To that end, the authors also tested ATRA in triple-negative breast cancer, one of the most aggressive types of breast cancer. They discovered that ATRA-induced Pin1 ablation also potently inhibits triple-negative breast cancer growth in human cells and in animal models by simultaneously turning off many oncogenes and turning on many tumor suppressors.

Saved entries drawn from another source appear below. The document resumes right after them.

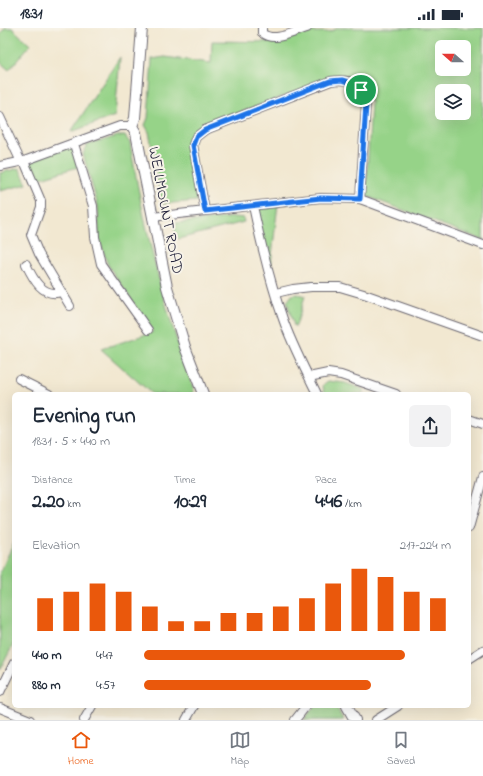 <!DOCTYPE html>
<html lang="en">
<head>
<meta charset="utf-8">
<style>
  body { margin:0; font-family:"Indie Flower",sans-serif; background:#f2f2f3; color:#1f2937; height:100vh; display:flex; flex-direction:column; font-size:15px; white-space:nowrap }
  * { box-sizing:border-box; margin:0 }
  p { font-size:13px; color:#747a83 }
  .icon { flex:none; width:22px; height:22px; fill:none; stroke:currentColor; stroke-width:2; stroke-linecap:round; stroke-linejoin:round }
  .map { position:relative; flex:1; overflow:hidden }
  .details { position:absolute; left:12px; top:364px; width:459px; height:316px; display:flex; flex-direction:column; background:#fff; border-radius:6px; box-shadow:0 4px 16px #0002 }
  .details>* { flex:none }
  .needle { width:26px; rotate:291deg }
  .fabs { position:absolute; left:435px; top:12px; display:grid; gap:8px }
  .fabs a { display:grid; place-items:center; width:36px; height:36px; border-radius:6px; background:#fff; box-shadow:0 4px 16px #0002; font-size:20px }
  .pin { position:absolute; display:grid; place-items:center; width:34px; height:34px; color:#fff; margin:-17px; border:2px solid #fff; border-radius:50%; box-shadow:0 1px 4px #0007 }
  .round { display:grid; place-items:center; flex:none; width:42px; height:42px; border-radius:6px; background:#f2f2f3 }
  .overview { display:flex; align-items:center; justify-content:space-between; height:68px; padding:0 20px }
  h1 { font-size:22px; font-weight:700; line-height:30px }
  .figures { display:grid; grid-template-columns:repeat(3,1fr); gap:6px; height:68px; padding:4px 20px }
  .figures div { display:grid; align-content:center }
  .figures b { font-size:20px; font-weight:700 }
  .figures small { font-size:11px; font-weight:400 }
  .figures p { font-size:11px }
  .chart { height:112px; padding:8px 20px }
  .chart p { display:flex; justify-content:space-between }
  .chart svg { width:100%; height:72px; margin-top:4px; stroke:#ea580c; stroke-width:6 }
  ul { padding:0 20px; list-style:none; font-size:13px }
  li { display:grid; grid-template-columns:64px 48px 1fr; align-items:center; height:30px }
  li i { height:10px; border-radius:5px; background:#ea580c }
  .status { display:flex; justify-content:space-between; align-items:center; height:28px; padding:0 20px; background:#fff; direction:ltr }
  .status svg { height:11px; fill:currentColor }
  .tab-bar { display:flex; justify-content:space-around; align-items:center; height:56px; border-top:1px solid #e0e1e3; background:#fff; font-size:11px; color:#747a83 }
  .tab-bar a { display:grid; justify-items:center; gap:2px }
  .tab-bar .on { color:#ea580c }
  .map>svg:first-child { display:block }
</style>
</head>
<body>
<div class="status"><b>18:31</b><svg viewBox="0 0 49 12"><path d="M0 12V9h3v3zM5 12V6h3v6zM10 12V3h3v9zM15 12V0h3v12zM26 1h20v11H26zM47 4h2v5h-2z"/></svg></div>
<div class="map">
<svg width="483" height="692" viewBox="0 0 483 692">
  <rect width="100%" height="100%" fill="#f7f3e8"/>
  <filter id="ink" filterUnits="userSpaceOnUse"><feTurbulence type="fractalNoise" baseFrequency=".025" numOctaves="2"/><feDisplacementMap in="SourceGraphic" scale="8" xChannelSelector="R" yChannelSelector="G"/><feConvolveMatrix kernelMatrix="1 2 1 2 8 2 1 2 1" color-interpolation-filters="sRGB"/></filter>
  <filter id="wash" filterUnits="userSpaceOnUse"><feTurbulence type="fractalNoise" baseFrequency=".012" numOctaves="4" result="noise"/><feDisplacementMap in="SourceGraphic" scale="16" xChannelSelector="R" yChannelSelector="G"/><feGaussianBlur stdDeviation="0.9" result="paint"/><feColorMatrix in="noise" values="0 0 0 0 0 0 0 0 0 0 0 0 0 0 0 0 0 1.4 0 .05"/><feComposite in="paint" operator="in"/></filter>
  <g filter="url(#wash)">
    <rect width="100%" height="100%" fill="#f2e8d1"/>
    <path fill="#96d388" stroke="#5c7a62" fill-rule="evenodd" d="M5,0H12L30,17L9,42L0,34V6Z
      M339,0H483V212L366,168L371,75C362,53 354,48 330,51L195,101L188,117L197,173L162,176L149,104L145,97L148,90L152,31L165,29L211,35L212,13L279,14L308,4H328ZM442,19H464V41H442ZM442,63H464V85H442Z
      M120,29L115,88L71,104Z
      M118,108H125L130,115C144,199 164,281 194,362L193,366H152L101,321L153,304L108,237L99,211L98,178L83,126L87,117Z
      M74,116L78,139L34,152L24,133Z
      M19,140L27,156L0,163V145Z
      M278,175L270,245L253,178Z
      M235,189L243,190L244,194L178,211L175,207L174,196L176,195Z
      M298,266L305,268L296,298H294L287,274L292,267Z
      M328,353L345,355L363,361V366H326L323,359L324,356Z
      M14,514V615L0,642V545Z
      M314,678H336L343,692H304Z"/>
  </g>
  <g filter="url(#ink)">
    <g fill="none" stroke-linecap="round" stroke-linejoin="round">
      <defs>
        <path id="minor" d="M262,0V5C274,15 293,4 307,0
          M0,89L21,134
          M74,116L93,178L95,209L101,236L148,302
          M24,133L41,173V179L31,207L39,226L70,278
          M0,138L24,133L120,98H132
          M253,178C261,216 270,254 283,291C292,317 305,341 317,366
          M205,183L193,117L196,109L205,102L331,53C352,50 359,55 366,76L360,171
          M152,189L321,170L360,171L483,217
          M26,236C33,251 43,270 61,264
          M276,265L293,261L311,259H340L367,267L483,308
          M309,349L328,345L341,347L396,366
          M19,351L49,366
          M469,391L483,396
          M469,500L483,449
          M469,631L483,622
          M0,664L14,635
          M0,680L30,692
          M84,692L92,678
          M186,692L194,678
          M295,692L306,678
          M376,692L398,678"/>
        <path id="tertiary" d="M142,0L135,90L132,98L136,105L167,259L185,319L203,366
          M347,678L355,692"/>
      </defs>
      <use href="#minor" stroke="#6b6770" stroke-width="10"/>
      <use href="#tertiary" stroke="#6b6770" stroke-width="12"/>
      <use href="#minor" stroke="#fff" stroke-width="8"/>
      <use href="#tertiary" stroke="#fff" stroke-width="10"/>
    </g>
  </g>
  <g fill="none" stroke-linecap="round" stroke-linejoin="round" filter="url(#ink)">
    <defs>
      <path id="route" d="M342,52C359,57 360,58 366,76L360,171L321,170L205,183L193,117L196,109L205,102L330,53Z"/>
    </defs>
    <use href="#route" stroke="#fff" stroke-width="8"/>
    <use href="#route" stroke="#1a73e8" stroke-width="5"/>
  </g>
  <g text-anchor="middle" stroke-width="4" stroke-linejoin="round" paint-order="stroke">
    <g font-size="16" fill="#22223b" stroke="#f7f3e8">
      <text transform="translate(167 182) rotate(79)" y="6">WELLMOUNT ROAD</text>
    </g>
  </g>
</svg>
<div class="fabs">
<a><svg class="needle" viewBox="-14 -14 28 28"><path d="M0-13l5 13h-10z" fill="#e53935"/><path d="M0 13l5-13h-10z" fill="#747a83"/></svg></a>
<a><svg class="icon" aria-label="layers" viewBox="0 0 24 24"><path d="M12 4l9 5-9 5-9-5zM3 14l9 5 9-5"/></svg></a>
</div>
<div class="pin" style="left:361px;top:62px;background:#1e9e55"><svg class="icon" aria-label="arrive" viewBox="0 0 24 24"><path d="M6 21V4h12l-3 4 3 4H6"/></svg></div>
<section class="details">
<div class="overview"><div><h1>Evening run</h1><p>18:31 · 5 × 440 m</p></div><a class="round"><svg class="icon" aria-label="share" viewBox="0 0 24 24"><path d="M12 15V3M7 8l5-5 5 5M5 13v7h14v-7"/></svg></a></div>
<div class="figures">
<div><p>Distance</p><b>2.20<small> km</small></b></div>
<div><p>Time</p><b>10:29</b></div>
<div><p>Pace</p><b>4:46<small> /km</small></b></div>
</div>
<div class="chart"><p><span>Elevation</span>217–224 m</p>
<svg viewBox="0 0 160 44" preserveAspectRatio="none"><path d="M5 44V24M15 44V20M25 44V15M35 44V20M45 44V29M55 44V38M65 44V38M75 44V33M85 44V33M95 44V29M105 44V24M115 44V15M125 44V6M135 44V11M145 44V20M155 44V24"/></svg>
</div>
<ul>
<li><b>440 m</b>4:47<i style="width:85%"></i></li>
<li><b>880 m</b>4:57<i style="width:74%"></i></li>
</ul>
</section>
</div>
<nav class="tab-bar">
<a class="on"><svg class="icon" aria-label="home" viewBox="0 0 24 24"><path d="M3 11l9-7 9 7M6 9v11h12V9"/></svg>Home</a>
<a><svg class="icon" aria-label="map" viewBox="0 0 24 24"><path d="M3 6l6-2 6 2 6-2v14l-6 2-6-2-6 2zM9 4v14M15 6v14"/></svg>Map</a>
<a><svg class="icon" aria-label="saved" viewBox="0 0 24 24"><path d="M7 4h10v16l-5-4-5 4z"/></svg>Saved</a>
</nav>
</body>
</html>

These new results, say the authors, provide a rationale for developing longer half-life ATRA or more potent and specific Pin1-targeted ATRA variants for cancer treatment.
"The current ATRA drug has a very short half life of only 45 minutes in humans," explains Lu. "We think that a more potent Pin1 inhibitor will be able to target many 'dream targets,' that are not currently druggable. ATRA appears to be well tolerated with minimal side effects and offers a promising new approach for targeting a Pin1-dependent common oncogenic mechanism in numerous cancer-driving pathways in cancer and cancer stem cells. This is especially critical for treating aggressive or drug-resistant cancers."
In addition to Lu, Zhou, and Pandolfi, co-authors include BIDMC investigators Shuo Wei (first author), Shingo Kozono, Lev Kats, Morris Nechama, Jlenia Guarnerio, Manli Luo, Mi-Hyeon You, Yandan Yao, Asami Kondo, Hai Hu, Markus Reschke, Chun-Hau Chen, and Tae Ho Lee; and colleagues from Harvard Medical School, University of Texas, Austin, University of Sao Paulo, Brazil, Tor Vergata University and Santa Luci Foundation, Rome Italy.